A referência a Deus na Constituição de 1988 e, com efeito, a frase “Deus seja louvado” da cédula de real, consubstancia a vontade e o pensamento da esmagadora maioria dos brasileiros, da qual emana, diga-se de passagem, todo o poder exercido por meio de mandatários eleitos ou diretamente.

1. Despertou-me a atenção uma reportagem no Jornal Diário do Pará (edição 10.352 de 13/11/2012, caderno B), denominada ‘Deus seja louvado’. MPF pede retirada de frase das cédulas.
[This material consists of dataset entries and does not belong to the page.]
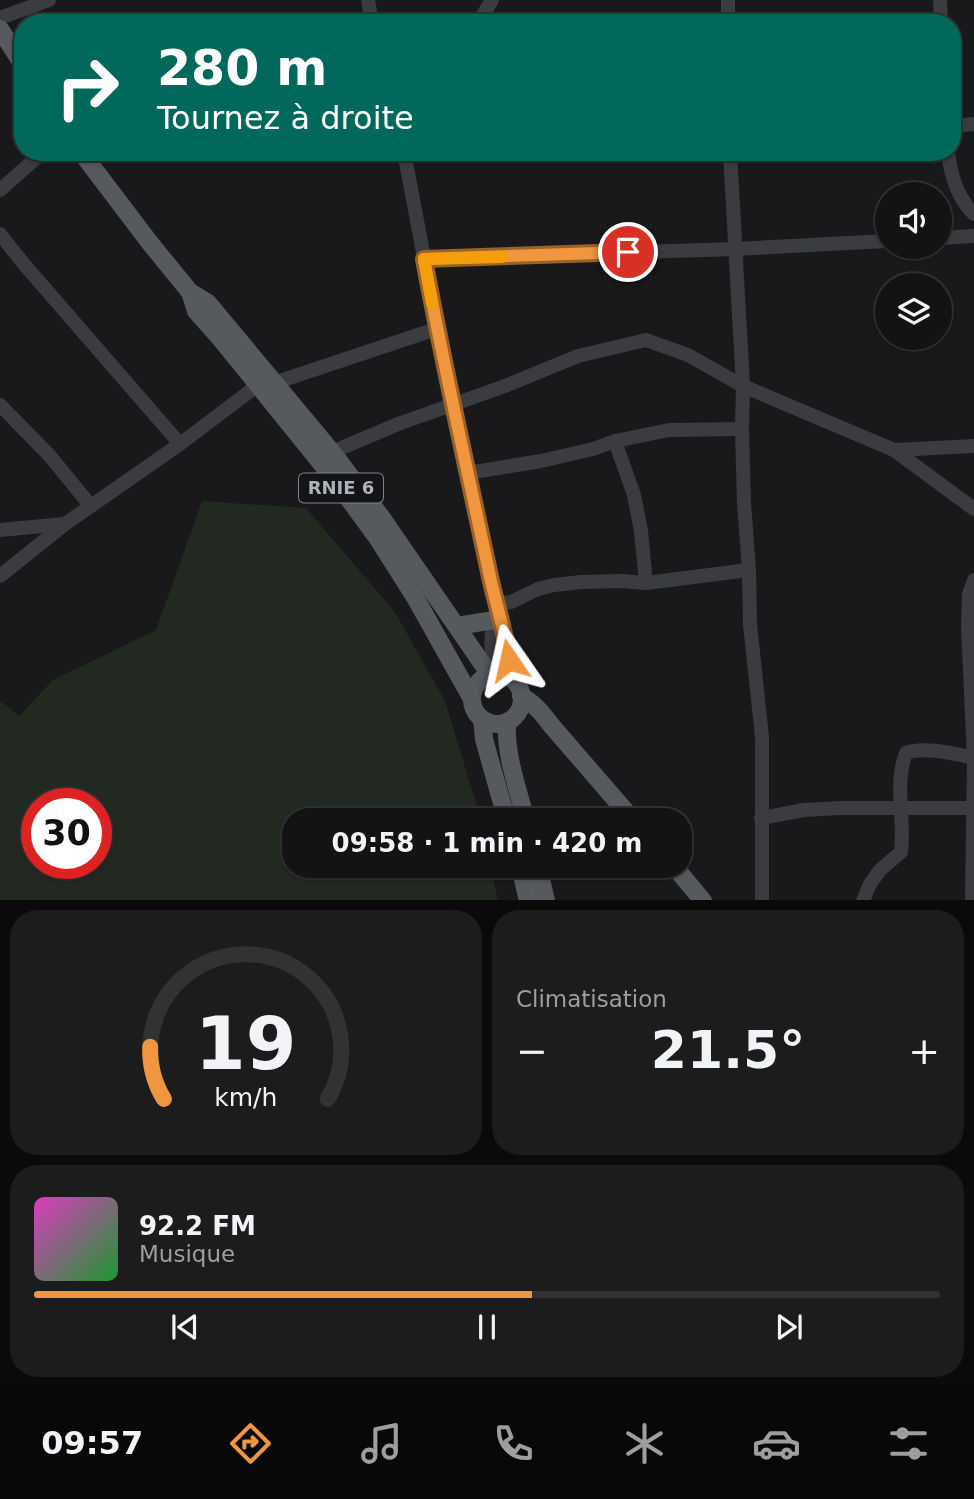 <!DOCTYPE html>
<html lang="fr">
<head>
<meta charset="utf-8">
<style>
	:root { --surface:#131314; --page:#1c1c1d; --text:#f1f3f6; --muted:#9d9ea0; --line:#323234; --accent:#ef963e }
	body { margin:0; font-family:"DejaVu Sans",sans-serif; background:var(--page); color:var(--text); height:100vh; display:flex; flex-direction:column; font-size:26px; white-space:nowrap }
	* { box-sizing:border-box; margin:0 }
	p { font-size:23px; color:var(--muted) }
	.icon { flex:none; width:38px; height:38px; fill:none; stroke:currentColor; stroke-width:2; stroke-linecap:round; stroke-linejoin:round }
	.map { position:relative; height:900px; overflow:hidden }
	.panel { display:flex; flex-direction:column; gap:10px; padding:10px; background:#0a0a0b; flex:1 }
	.panel>* { flex:none }
	.guide { position:absolute; left:14px; top:14px; width:947px; height:147px; border-radius:28px; box-shadow:0 2px 5px #0004,0 0 0 2px var(--line); background:#00695c; color:#fff; overflow:hidden }
	.buttons { position:absolute; left:875px; top:182px; display:grid; gap:14px }
	.buttons a { display:grid; place-items:center; width:77px; height:77px; border-radius:50%; background:var(--surface); box-shadow:0 2px 5px #0004,0 0 0 2px var(--line); font-size:35px }
	.speed { position:absolute; left:21px; top:788px; display:flex; gap:14px; font-size:35px; font-weight:700; text-align:center }
	.speed>* { display:grid; place-content:center; width:91px; height:91px; border-radius:50%; background:var(--surface); box-shadow:0 2px 5px #0004,0 0 0 2px var(--line); line-height:1 }
	.speed .limit { border:10px solid #d22; background:#fff; color:#111 }
	.pin { position:absolute; display:grid; place-items:center; width:60px; height:60px; color:#fff; margin:-30px; border:4px solid #fff; border-radius:50%; box-shadow:0 2px 7px #0007 }
	.me { position:absolute; width:77px; margin:-38px; rotate:349deg; stroke-linejoin:round; filter:drop-shadow(0 0 5px #0008) }
	.turn { display:flex; align-items:center; gap:24px; height:147px; padding:0 28px; font-size:32px }
	.turn .icon { width:91px; height:91px; stroke-width:2.5 }
	.turn b { display:block; font-size:49px; line-height:60px }
	.big { font-size:52px; font-weight:800; line-height:1.1 }
	.panel .tile { flex:1; display:flex; flex-direction:column; justify-content:center; gap:10px; min-width:0; padding:0 24px; border-radius:28px; background:var(--page) }
	.panel .dial { align-items:center; gap:0 }
	.dial svg { height:182px; overflow:visible; fill:none; stroke:var(--line); stroke-width:7; stroke-linecap:round; text-anchor:middle }
	.dial text { fill:var(--text); stroke:none }
	.song { display:flex; align-items:center; gap:21px }
	.cover { width:84px; height:84px; border-radius:10px; background:linear-gradient(135deg,hsl(310 70% 55%),hsl(130 70% 35%)) }
	.played { height:7px; border-radius:4px; background:linear-gradient(90deg,var(--accent) 55%,var(--line) 55%) }
	.keys { display:flex; justify-content:space-around; direction:ltr }
	.heat { display:flex; justify-content:space-between; align-items:center; font-size:38px; direction:ltr }
	.panel .tiles { flex:1; display:grid; gap:10px; grid-template-columns:1fr 1fr }
	.tile:last-child { grid-column:span 2 }
	.trip { position:absolute; left:282px; top:808px; width:410px; height:70px; border-radius:28px; background:var(--surface); box-shadow:0 2px 5px #0004,0 0 0 2px var(--line); font-weight:800; line-height:70px; text-align:center }
	.menu { display:flex; height:112px; justify-content:space-around; align-items:center; background:#080808; color:var(--muted) }
	.menu .icon { width:49px; height:49px }
	.menu .current { color:var(--accent) }
	.menu b { font-size:32px; color:var(--text) }
	.map>svg:first-child { display:block }
	.green { fill:#212921; fill-rule:evenodd }
	.lines { fill:none; stroke-linecap:round; stroke-linejoin:round }
	.minor { stroke:#3a3c40; stroke-width:14 }
	.major { stroke:#565a5f; stroke-width:18 }
	.route-casing { stroke:#9b6228; stroke-width:18 }
	.route { stroke:#ef963e; stroke-width:12 }
	.slow { stroke:#f59e0b; stroke-width:12 }
	.labels { text-anchor:middle; stroke-width:5; stroke-linejoin:round; paint-order:stroke }
	.shield { fill:#141416; stroke:#7e838a; stroke-width:2 }
	.shield-label { font-size:18px; font-weight:bold; fill:#acb3bb }
</style>
</head>
<body>
<div class="map">
<svg width="974" height="901" viewBox="0 0 974 901">
	<rect width="100%" height="100%" fill="#19191b"/>
	<!-- green -->
	<path class="green" d="M202 501 306 508 395 612 445 701 479 813 480 821H294V866H490L498 900H0V701L19 716 53 680 156 630ZM37 803H96V863H37Z"/>
	<g class="lines">
		<!-- minor -->
		<g class="minor">
			<path d="M368 0 372 23"/>
			<path d="M728 0V23"/>
			<path d="M940 0 941 23"/>
			<path d="M0 18 49 0"/>
			<path d="M478 23 492 0"/>
			<path d="M952 126 974 124"/>
			<path d="M404 152 452 405 468 473 497 610 507 641 512 680"/>
			<path d="M730 152 743 386 742 429 744 503 749 570 750 624 762 737V901"/>
			<path d="M948 152C951 176 957 197 974 214"/>
			<path d="M0 190 43 152"/>
			<path d="M0 234 23 263 180 444"/>
			<path d="M940 238 974 236"/>
			<path d="M424 259 735 249 887 241"/>
			<path d="M274 383 436 329"/>
			<path d="M0 405 49 455 90 505"/>
			<path d="M615 441 634 495 641 531 646 583"/>
			<path d="M894 450 974 446"/>
			<path d="M332 452 398 424 505 386 578 356 646 340 688 355 743 386 894 450 974 509"/>
			<path d="M468 473 541 461 593 449 615 441 669 430 742 429"/>
			<path d="M0 530 64 524"/>
			<path d="M0 576 65 524 180 444 258 385"/>
			<path d="M496 604 511 602 538 589 554 585 581 582 622 581 646 583 749 570"/>
			<path d="M494 674C491 650 489 635 497 611"/>
			<path d="M761 818 804 810 841 808H974"/>
			<path d="M863 901 870 884 880 870 901 852C905 821 894 782 906 753 924 746 956 754 974 758"/>
			<path d="M972 901 974 758 968 627 969 594 974 580"/>
		</g>
		<!-- major -->
		<g class="major">
			<path d="M0 29 23 65"/>
			<path d="M81 152 150 243 190 292 208 303 332 452 382 518 490 675"/>
			<path d="M190 292 196 311 220 338 338 484 378 539 416 599 472 699"/>
			<path d="M457 626 494 620"/>
			<circle cx="497" cy="699" r="25"/>
			<path d="M521 696C534 703 542 713 551 725L634 821"/>
			<path d="M482 719 484 739 507 821"/>
			<path d="M507 722C505 755 518 789 526 821"/>
			<path d="M520 866 528 901"/>
			<path d="M538 866 546 901"/>
			<path d="M674 866 703 901"/>
		</g>
	</g>
	<g class="lines">
		<!-- route casing -->
		<g class="route-casing">
			<path id="route" d="M509 660C505 630 495 602 489 572 467 468 443 364 424 259L628 252"/>
		</g>
		<!-- route -->
		<use href="#route" class="route"/>
		<!-- slow -->
		<path class="slow" d="M432 303 424 259 502 257"/>
	</g>
	<g class="labels">
		<!-- shield labels -->
		<rect class="shield" x="299" y="473.5" width="84" height="29" rx="5"/>
		<g class="shield-label">
			<text x="341" y="494">RNIE 6</text>
		</g>
	</g>
</svg>
<div class="buttons">
<a><svg class="icon" aria-label="sound" viewBox="0 0 24 24"><path d="M4 9h4l5-4v14l-5-4H4zM17 9q2 3 0 6"/></svg></a>
<a><svg class="icon" aria-label="layers" viewBox="0 0 24 24"><path d="M12 4l9 5-9 5-9-5zM3 14l9 5 9-5"/></svg></a>
</div>
<div class="speed"><div class="limit">30</div></div>
<div class="pin" style="left:628px;top:252px;background:#d93025"><svg class="icon" aria-label="arrive" viewBox="0 0 24 24"><path d="M6 21V4h12l-3 4 3 4H6"/></svg></div>
<svg class="me" style="left:509px;top:660px" viewBox="-20 -20 40 40"><path d="M0-17L14 15 0 8-14 15z" fill="#ef963e" stroke="#fff" stroke-width="4"/></svg>
<div class="trip">09:58 · 1 min · 420 m</div>
<div class="guide">
<div class="turn"><svg class="icon" aria-label="right" viewBox="0 0 24 24"><path d="M7 20v-9h11M14 6l5 5-5 5"/></svg><div><b>280 m</b>Tournez à droite</div></div>
</div>
</div>
<section class="panel">
<div class="tiles">
<div class="tile dial"><svg viewBox="0 0 100 80">
<path d="M14 69A42 42 0 1 1 86 69"/>
<path d="M14 69A42 42 0 0 1 8 46" stroke="#ef963e"/>
<text x="50" y="56" font-size="32" font-weight="700">19</text>
<text x="50" y="72" font-size="11">km/h</text>
</svg></div>
<div class="tile"><p>Climatisation</p>
<div class="heat"><a>−</a><b class="big">21.5°</b><a>+</a></div>
</div>
<div class="tile">
<div class="song"><i class="cover"></i><div><b>92.2 FM</b><p>Musique</p></div></div>
<div class="played"></div>
<div class="keys"><svg class="icon" aria-label="previous" viewBox="0 0 24 24"><path d="M18 5L8 12l10 7zM5 5v14"/></svg><svg class="icon" aria-label="pause" viewBox="0 0 24 24"><path d="M8 5v14M16 5v14"/></svg><svg class="icon" aria-label="next" viewBox="0 0 24 24"><path d="M6 5l10 7-10 7zM19 5v14"/></svg></div>
</div>
</div>
</section>
<nav class="menu">
<b>09:57</b>
<svg class="icon current" aria-label="directions" viewBox="0 0 24 24"><path d="M12 3l9 9-9 9-9-9zM9 14v-3h6M13 9l2 2-2 2"/></svg>
<svg class="icon" aria-label="music" viewBox="0 0 24 24"><path d="M9 18V5l10-2v13"/><circle cx="6" cy="18" r="3"/><circle cx="16" cy="16" r="3"/></svg>
<svg class="icon" aria-label="phone" viewBox="0 0 24 24"><path d="M5 4h4l2 5-3 2q2 4 5 5l2-3 5 2v4C11 20 4 13 5 4z"/></svg>
<svg class="icon" aria-label="climate" viewBox="0 0 24 24"><path d="M12 3v18M4 7l16 10M4 17L20 7"/></svg>
<svg class="icon" aria-label="car" viewBox="0 0 24 24"><path d="M5 17H2v-5l4-1 3-4h7l3 4 3 1v5h-3M9 17h6M6 11h13"/><circle cx="7" cy="17" r="2"/><circle cx="17" cy="17" r="2"/></svg>
<svg class="icon" aria-label="filters" viewBox="0 0 24 24"><path d="M4 7h16M4 17h16"/><circle cx="9" cy="7" r="2"/><circle cx="15" cy="17" r="2"/></svg>
</nav>
</body>
</html>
Segundo a matéria, o Ministério Público Federal de São Paulo – Procuradoria Regional dos Direitos do Cidadão, após ser instado a instaurar inquérito civil público, levou à Justiça a pretensão de que seja suprimido da moeda-papel de Real a inscrição Deus seja louvado, postulando que essa providência, em sede liminar, seja tomada pela União no prazo de 120 dias, sob pena de multa simbólica de R$ 1 real por dia de descumprimento.

De acordo com o Procurador da República – Jefferson Dias – inexiste lei autorizando ou impondo a inscrição de indigitada frase religiosa nas cédulas de real, em ordem a não ser permitido à autoridade pública responsável pela determinação da inclusão e manutenção da frase a continuar com esse ato discricionário, uma vez que ofenderia, entre outros, o princípio constitucional do Estado laico, a desrespeitar as outras crenças e manifestações religiosas de muitos brasileiros. O Procurador instiga a um exercício de reflexão acerca do tema ao dizer: “Imaginemos a cédula de real com as seguintes expressões: ‘Alá seja louvado’, ‘Buda seja louvado’, Salve Oxossi’, ‘Salve Lord Ganesha’, ‘Deus não existe’. Com certeza haveria agitação na sociedade brasileira em razão do constrangimento sofrido pelos cidadãos crentes em Deus”.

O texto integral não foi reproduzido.